From 1759 onwards he had several parts of the château redesigned, giving them a useful function such as living room and hall. With the portrait of the Abbot de Sade at Saumane by the Marquis de Lassay (1759), we have some idea of the paintings that decorated the rooms. The Marquis de Lassay also wrote in his Collection: “The Abbot de Sade, on entering the world, had for his worldly possession a Château atop a high eminence. The outsides are irregular: we see so many weather vanes and flags on the roof the house and in the first rooms we find nothing but representations of love, then we enter a large room where the master of the Château receives his company (...)”

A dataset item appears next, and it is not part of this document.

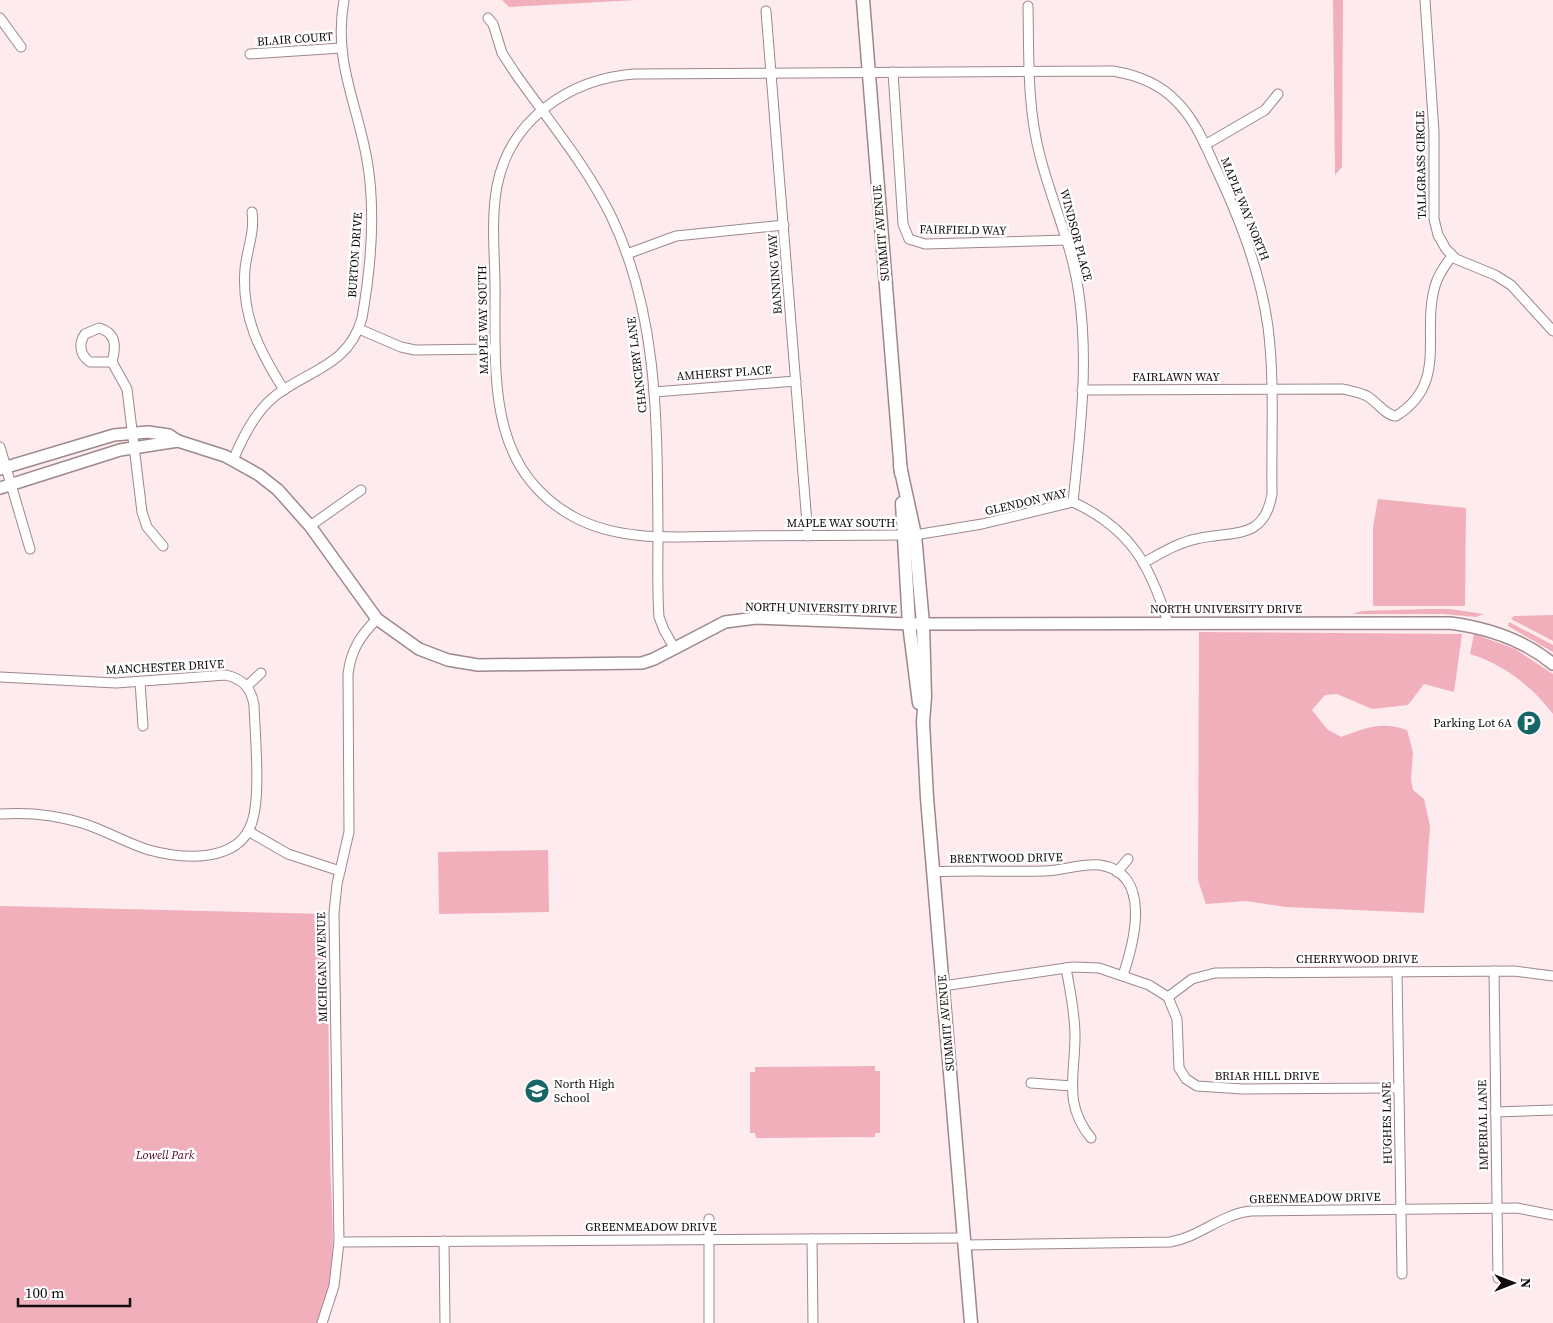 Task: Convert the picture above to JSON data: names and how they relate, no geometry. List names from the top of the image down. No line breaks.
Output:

The décor of this room is no longer visible due to a botched restoration attempted in the twentieth century. The décor of the living room was thankfully spared. Saumane is one of the few châteaux which maintained its mediaeval aspect up until the sixteenth century. The north side was widened about that time without changing the earlier structures, such that we can see today a mixture of medieval, Renaissance and Baroque styles all in one building.

Guided tours are organized by the Tourist Office and the Château annex has been converted into dormitory hostel accommodation for up to eighteen people. Once a week from July to September, guided tours accompanied by knowledgeable speakers are offered by the Tourist Office.